İkinci Ayder Yaylası na çıktık.Resmen oksijenden burnumun yandığını,ciğerlerimin sızladığını hissettim burada.
Yukarı çıkarken yol üstünde Ayder doğa diye bir mekan var ki yaylaya çıkan herkesin bence uğramadan geçmemesi gereken bir yer.


 

Burası gerçekten kendi içinde bir doğa..Şelalesi,alabalık havuzu,hayvanat bahçesi,değirmeni,kuzineli salonu,açık yemek bahçesi,at turu yapılan yeri,ağaç salıncağı ve inanmayacaksınız tulumlu kemençeli canlı konseri bile var.
İşte fotoğraflar..









Ve Ayder Yaylası...,İlk olarak araba ile çıkabildiğimiz yere kadar çıkıp aşağıya doğru indik.Tepede muhteşem manzaralar mevcut.








Ayder den sonraki yaylalar..





Hiç görmediğim manzaralar mevcut burda.Yoldan akmaya devam eden şelale..



Sen nasıl muhteşem bir yersin.Nasıl yeşilsin,nasıl temizsin böyle..Resmen burada yaşayanın ölmeyeceğini düşünüyor insan.



Ayder de ilk defa gördüğüm üçgen poğaça..



Yürüme yolu ve kenarındaki satış barakaları...













Ve düzlük,buraya uzanıp saatlerce kalkmamak istiyor insan.





Oğlumda mutlu..Çekebildiğimiz kadar oksijen çektik içimize,depolayabilseydik keşke..





Güle güle Ayder...Sana yine gelmek istiyorum..

Sonraki durak,Mençuna Şelalesi..
Belki çok ünlü olmayan belki çok sapa kalan belki ulaşımı çok zor olan belki duyurulması,herkese anlatılması gereken bir yer burası..Artvin sınırları içerisinde insanın ömründe en az bir kez gidip görmesi gereken doğanın mucicesi...

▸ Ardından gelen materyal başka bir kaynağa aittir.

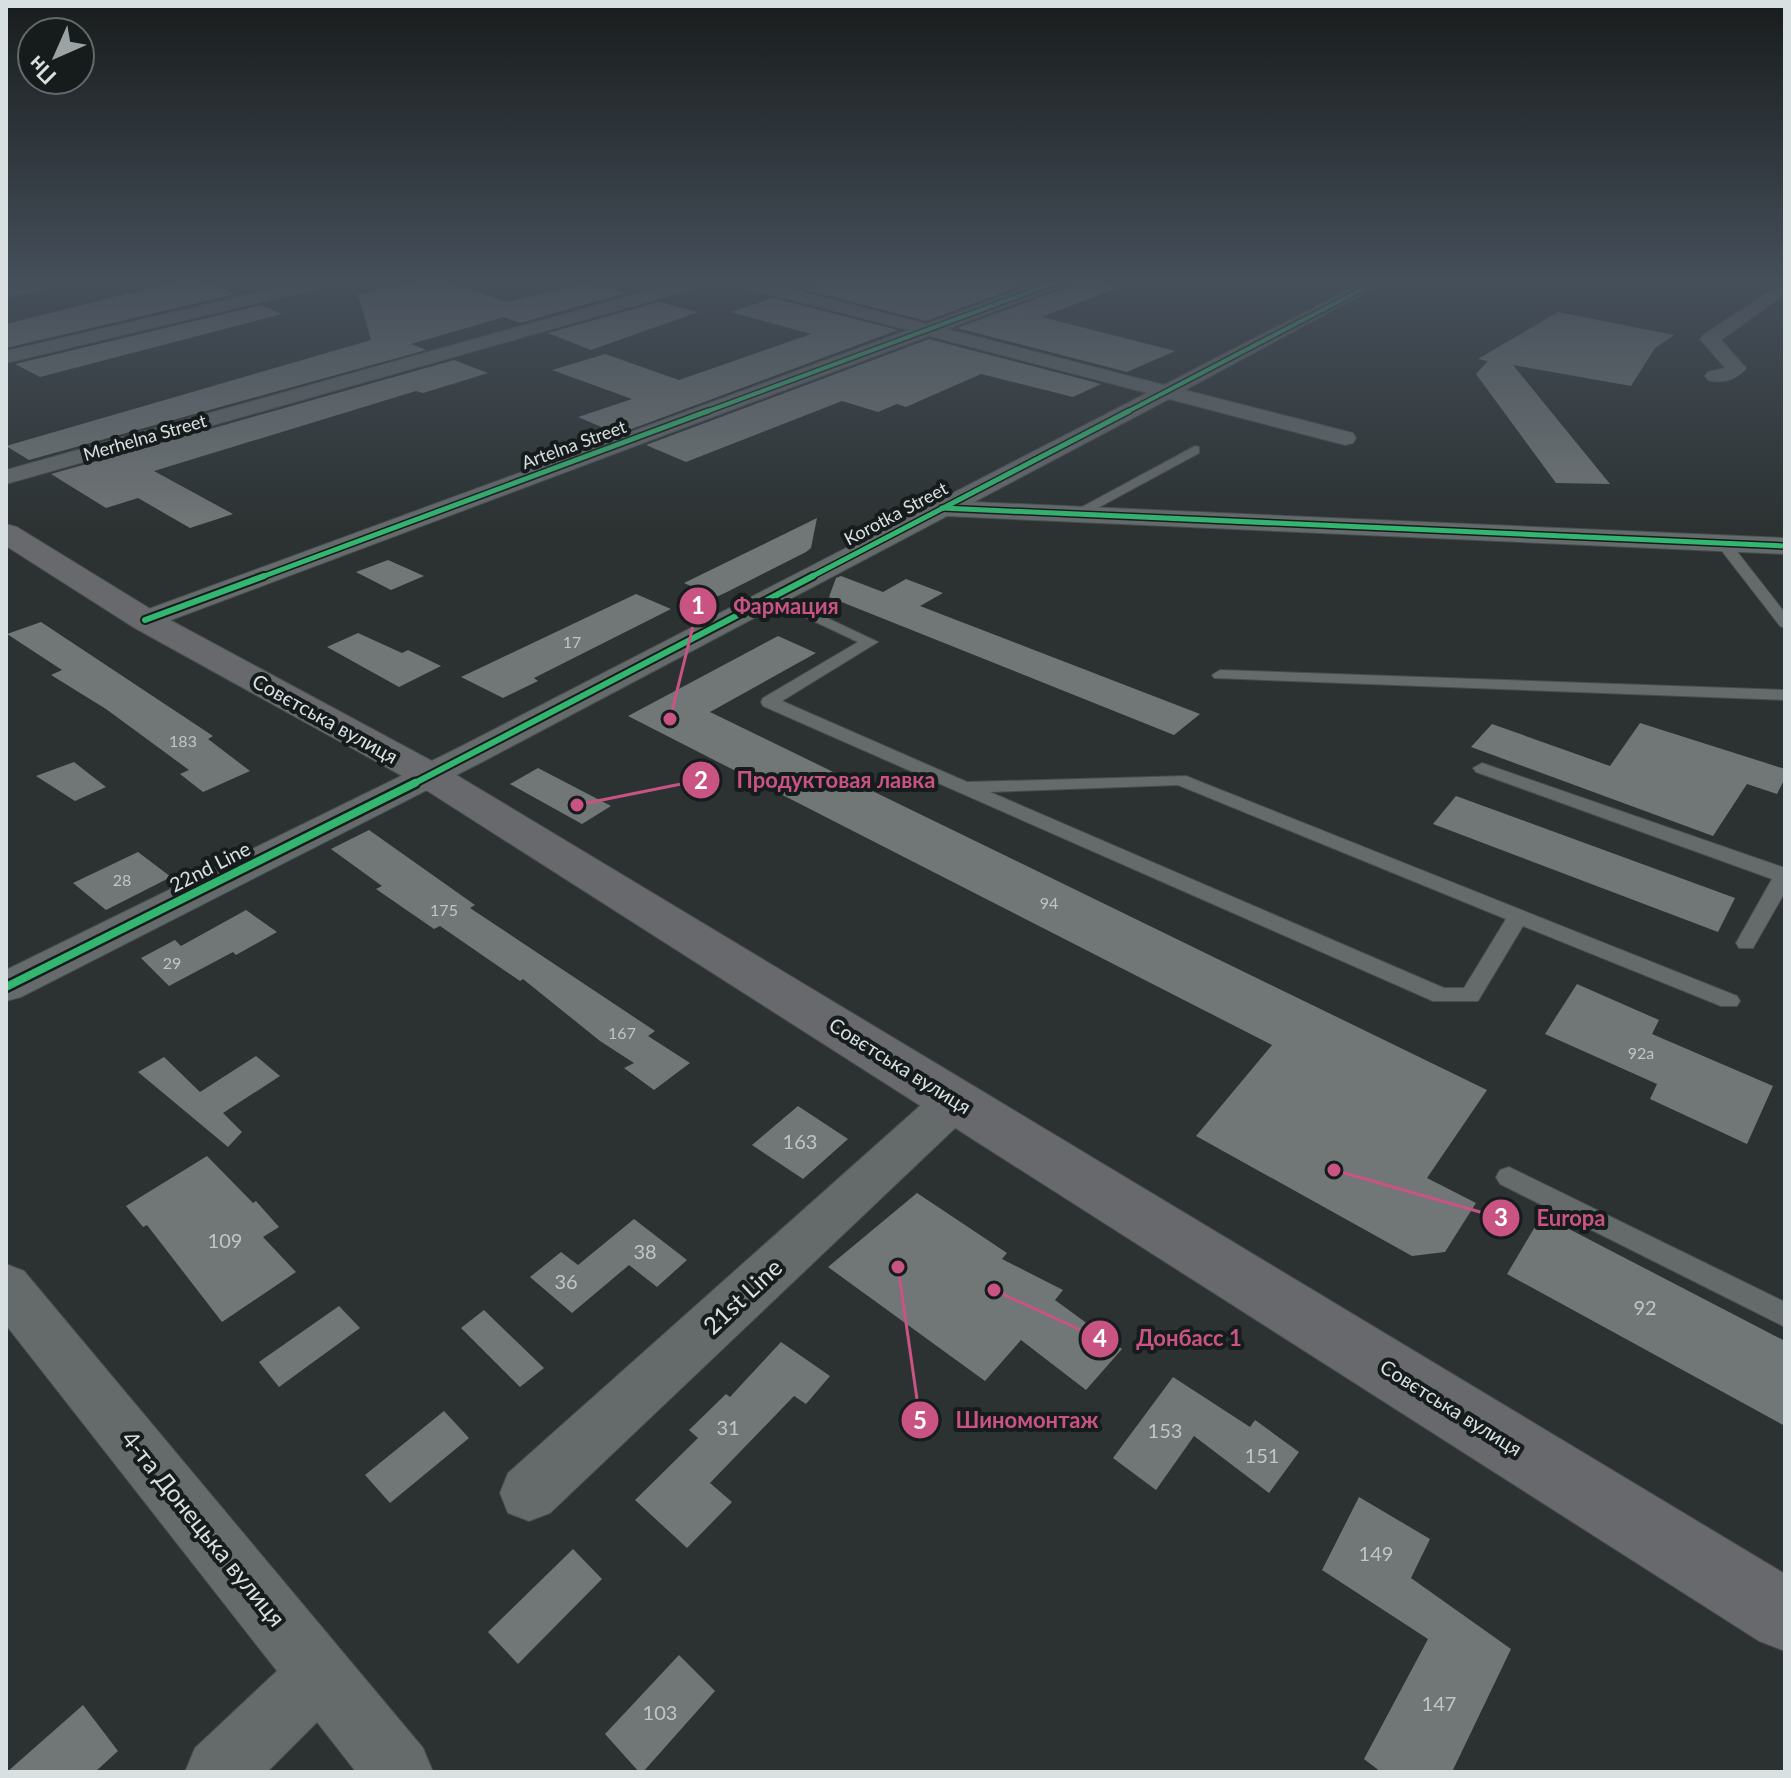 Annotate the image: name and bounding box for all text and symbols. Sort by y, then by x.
north arrow [16,16,96,96]
text: Пн [22,51,61,90]
street label: Merhelna Street [81,409,209,465]
street label: Artelna Street [518,415,630,473]
street label: Korotka Street [840,476,952,550]
callout: Фармация [678,583,855,629]
text: 1 [691,590,705,619]
text: Фармация [733,592,839,619]
house number: 17 [563,632,581,651]
street label: Совєтська вулиця [249,668,402,768]
house number: 183 [169,731,197,750]
callout: Продуктовая лавка [681,757,952,803]
text: 2 [694,765,708,794]
text: Продуктовая лавка [737,766,935,793]
street label: 22nd Line [165,836,254,897]
house number: 28 [113,870,131,889]
house number: 94 [1040,893,1058,912]
house number: 175 [430,900,458,919]
house number: 29 [163,953,181,972]
street label: Совєтська вулиця [825,1012,976,1118]
house number: 167 [608,1023,636,1042]
house number: 92а [1628,1043,1654,1062]
house number: 163 [783,1129,817,1153]
callout: Europa [1481,1195,1621,1241]
text: 3 [1494,1202,1508,1231]
text: Europa [1537,1204,1605,1231]
house number: 109 [208,1228,242,1252]
house number: 38 [633,1239,657,1263]
street label: 21st Line [697,1252,787,1340]
house number: 36 [554,1269,578,1293]
house number: 92 [1633,1295,1657,1319]
callout: Донбасс 1 [1080,1316,1258,1362]
text: 4 [1093,1323,1107,1352]
text: Донбасс 1 [1136,1324,1242,1351]
street label: Совєтська вулиця [1376,1354,1527,1460]
callout: Шиномонтаж [900,1397,1115,1443]
text: 5 [913,1405,927,1434]
text: Шиномонтаж [956,1406,1099,1433]
house number: 31 [716,1415,740,1439]
house number: 153 [1148,1418,1182,1442]
street label: 4-та Донецька вулиця [116,1424,292,1632]
house number: 151 [1245,1443,1279,1467]
house number: 149 [1359,1541,1393,1565]
house number: 147 [1422,1691,1456,1715]
house number: 103 [643,1700,677,1724]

Herşey bu köprü üzerinden geçtikten sonra başlıyor.Başka hiç tabela yok.Resmen daracık bir yolu takip ederek şelaleye ulaşıyorsun.Ama 40 dakikada..





Yolda sana eşlik eden yeşillikler ve muhteşem manzara..

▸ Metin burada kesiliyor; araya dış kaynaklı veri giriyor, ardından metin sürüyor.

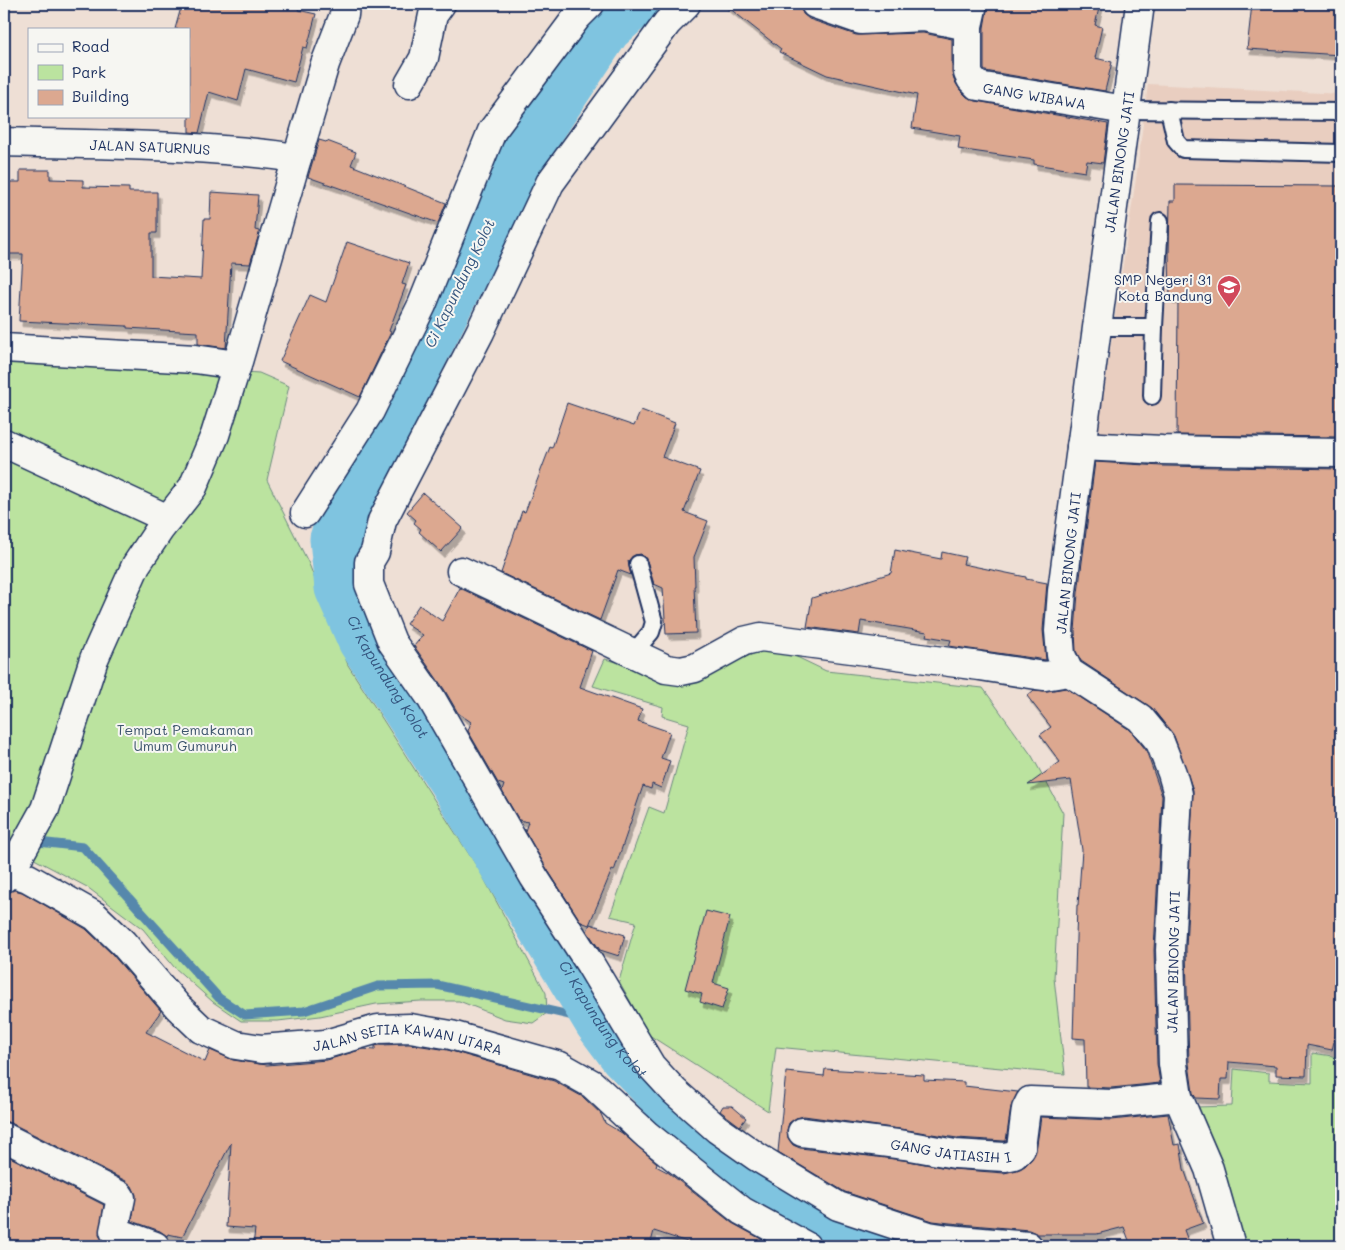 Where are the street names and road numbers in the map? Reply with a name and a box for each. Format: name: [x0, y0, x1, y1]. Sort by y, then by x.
street label: GANG WIBAWA: [982, 77, 1088, 113]
street label: JALAN BINONG JATI: [1100, 90, 1138, 234]
street label: JALAN SATURNUS: [89, 135, 211, 158]
street label: JALAN BINONG JATI: [1051, 491, 1085, 635]
street label: JALAN BINONG JATI: [1162, 891, 1184, 1033]
street label: JALAN SETIA KAWAN UTARA: [312, 1018, 505, 1059]
street label: GANG JATIASIH I: [890, 1134, 1013, 1166]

Şelaleye ulaştığında nefes nefese kanter içindesin..O sesi bir duyuyorsun..Tamam herşey bir anda bitiyor.Bütün yorgunluk uçup gidiyor.Bir de önündeki taşlara oturup dinlenince,mis,ötesi yok..





Şelalenin ön kısmına asma köprü yapmışlar..

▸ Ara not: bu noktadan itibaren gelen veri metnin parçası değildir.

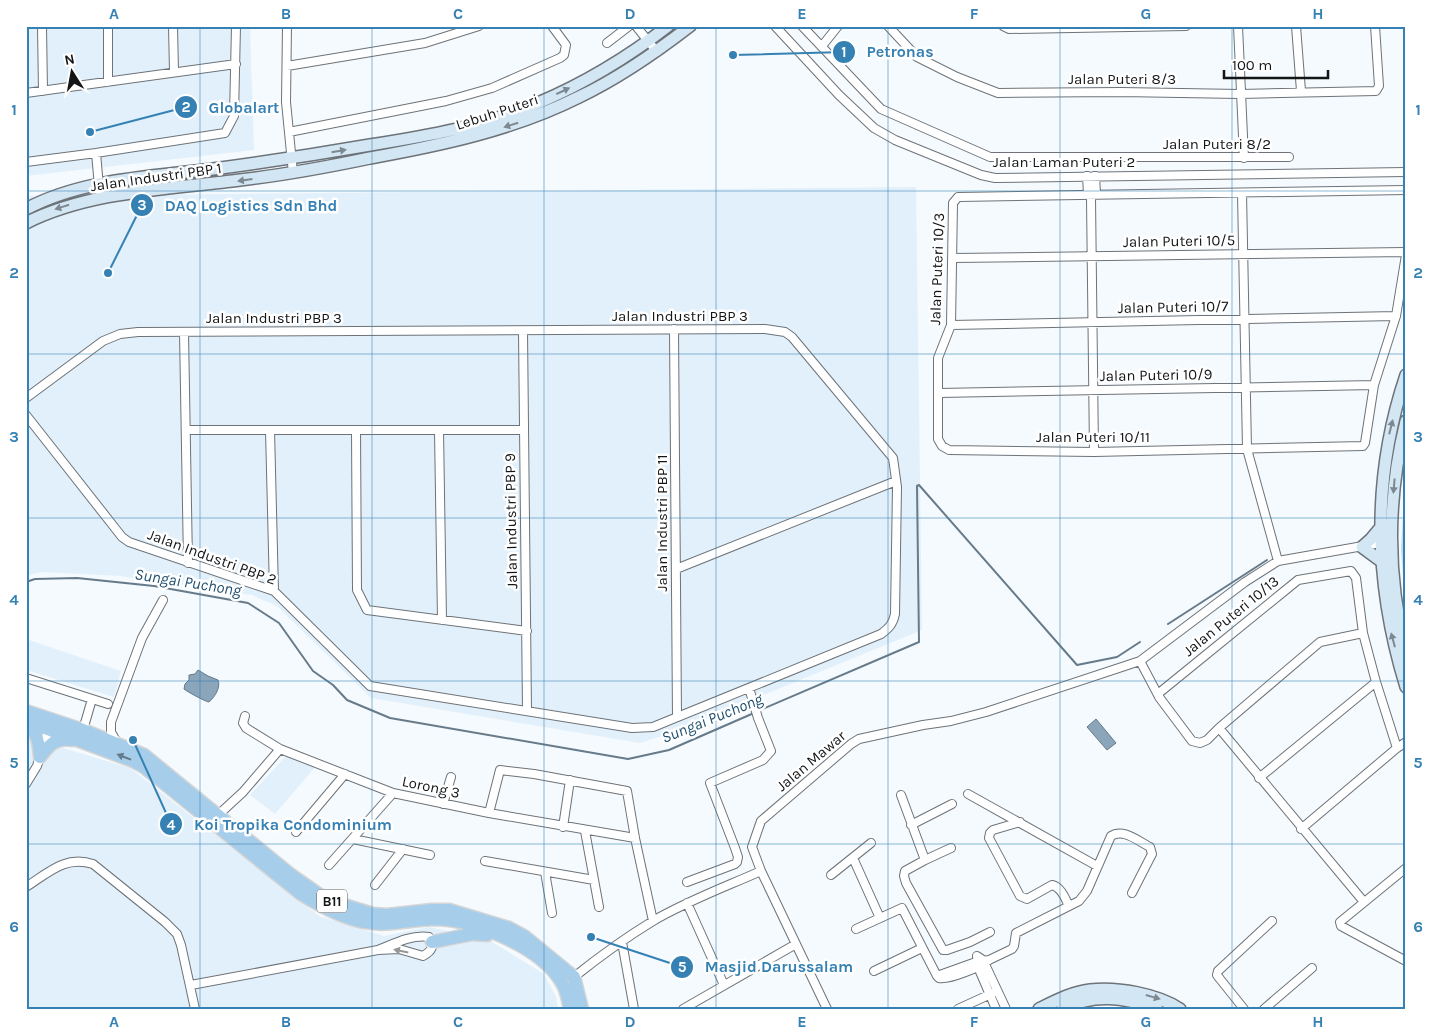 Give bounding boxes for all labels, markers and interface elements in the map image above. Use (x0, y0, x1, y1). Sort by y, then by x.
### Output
text: A (109, 4, 119, 23)
text: B (281, 4, 291, 23)
text: C (453, 4, 463, 23)
text: D (625, 4, 636, 23)
text: E (797, 4, 807, 23)
text: F (970, 4, 979, 23)
text: G (1141, 4, 1151, 23)
text: H (1312, 4, 1324, 23)
callout: Petronas (831, 36, 944, 67)
text: Petronas (866, 42, 934, 61)
text: 1 (841, 43, 847, 61)
north arrow (48, 48, 98, 98)
scale bar (1224, 48, 1328, 80)
text: N (63, 50, 76, 69)
text: 100 m (1232, 56, 1272, 74)
street label: Jalan Puteri 8/3 (1068, 70, 1176, 88)
one-way arrow (556, 87, 570, 95)
street label: Lebuh Puteri (453, 90, 541, 134)
callout: Globalart (174, 92, 290, 123)
text: 2 (181, 98, 191, 116)
text: Globalart (209, 98, 279, 117)
text: 1 (11, 100, 17, 119)
text: 1 (1415, 100, 1421, 119)
one-way arrow (504, 122, 519, 130)
street label: Jalan Puteri 8/2 (1163, 135, 1271, 153)
one-way arrow (332, 146, 348, 154)
street label: Jalan Laman Puteri 2 (993, 153, 1135, 171)
street label: Jalan Industri PBP 1 (89, 159, 223, 195)
one-way arrow (236, 176, 252, 184)
callout: DAQ Logistics Sdn Bhd (130, 190, 348, 221)
text: 3 (137, 196, 147, 214)
text: DAQ Logistics Sdn Bhd (165, 196, 337, 215)
one-way arrow (54, 204, 69, 212)
street label: Jalan Puteri 10/3 (926, 212, 948, 326)
street label: Jalan Puteri 10/5 (1123, 231, 1235, 251)
text: 2 (9, 263, 19, 282)
text: 2 (1413, 263, 1423, 282)
street label: Jalan Puteri 10/7 (1117, 297, 1229, 317)
street label: Jalan Industri PBP 3 (612, 307, 748, 325)
street label: Jalan Industri PBP 3 (206, 309, 342, 327)
street label: Jalan Puteri 10/9 (1100, 365, 1212, 385)
one-way arrow (1387, 419, 1395, 434)
text: 3 (9, 427, 19, 446)
text: 3 (1413, 427, 1423, 446)
street label: Jalan Puteri 10/11 (1036, 428, 1150, 446)
street label: Jalan Industri PBP 9 (501, 453, 521, 589)
street label: Jalan Industri PBP 11 (653, 455, 671, 592)
one-way arrow (1390, 479, 1398, 495)
street label: Jalan Industri PBP 2 (145, 525, 279, 589)
water label: Sungai Puchong (133, 564, 243, 600)
street label: Jalan Puteri 10/13 (1180, 572, 1282, 660)
text: 4 (9, 590, 19, 609)
text: 4 (1413, 590, 1423, 609)
one-way arrow (1389, 633, 1397, 648)
water label: Sungai Puchong (659, 689, 766, 747)
street label: Jalan Mawar (773, 726, 850, 795)
text: 5 (9, 753, 19, 772)
one-way arrow (117, 753, 132, 761)
text: 5 (1413, 753, 1423, 772)
street label: Lorong 3 (400, 772, 462, 802)
callout: Koi Tropika Condominium (159, 809, 402, 840)
text: Koi Tropika Condominium (194, 815, 392, 834)
text: 4 (167, 816, 176, 834)
road number: B11 (317, 889, 347, 912)
text: 6 (9, 917, 19, 936)
text: 6 (1413, 917, 1423, 936)
one-way arrow (394, 947, 409, 955)
callout: Masjid Darussalam (670, 951, 863, 982)
text: Masjid Darussalam (705, 957, 853, 976)
text: 5 (678, 958, 687, 976)
one-way arrow (1146, 994, 1161, 1002)
text: A (109, 1012, 119, 1031)
text: B (281, 1012, 291, 1031)
text: C (453, 1012, 463, 1031)
text: D (625, 1012, 636, 1031)
text: E (797, 1012, 807, 1031)
text: F (970, 1012, 979, 1031)
text: G (1141, 1012, 1151, 1031)
text: H (1312, 1012, 1324, 1031)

Ayaklar o buz gibi tazecik mis kokulu suya sokulmadan,bütün negatif enerji suya verilmeden dönmek olmaz dimi...



Ve çok sevdiğim,elimde olsa orada kalsam dediğim yer:Uzungöl...



Duru suyuyla,göldeki rengiyle,dağındaki sisiyle,yemyeşil ormanıyla,mis gibi kokusuyla..Öyle bir yer Uzungöl..









Karadeniz e gidince yemek tercihlerimizi hep yöreselden yana kullandık.Test ettik onayladık,hepsi harika..



Kaygana..



Kuymak..



Mıhlama...



Çayeli fasulyesi(Lale Lokantası muhteşem yapıyor.)



Laz Böreği (kendisi bir tatlı,baklava arası muhallebi..)



Turşu kavurma+tereyağında alabalık



Hamsiköy Sütlacı...

Çok uzun bir yazı oldu,sonuna kadar okuduysanız teşekkür ederim.Umarım gideceklere yararlı olur ve gitmeyi düşünenlere de fikir verir.Herkesin memleketimizin sahip olduğu bu güzel değerleri muhakkak bir gün görmesini dilerim.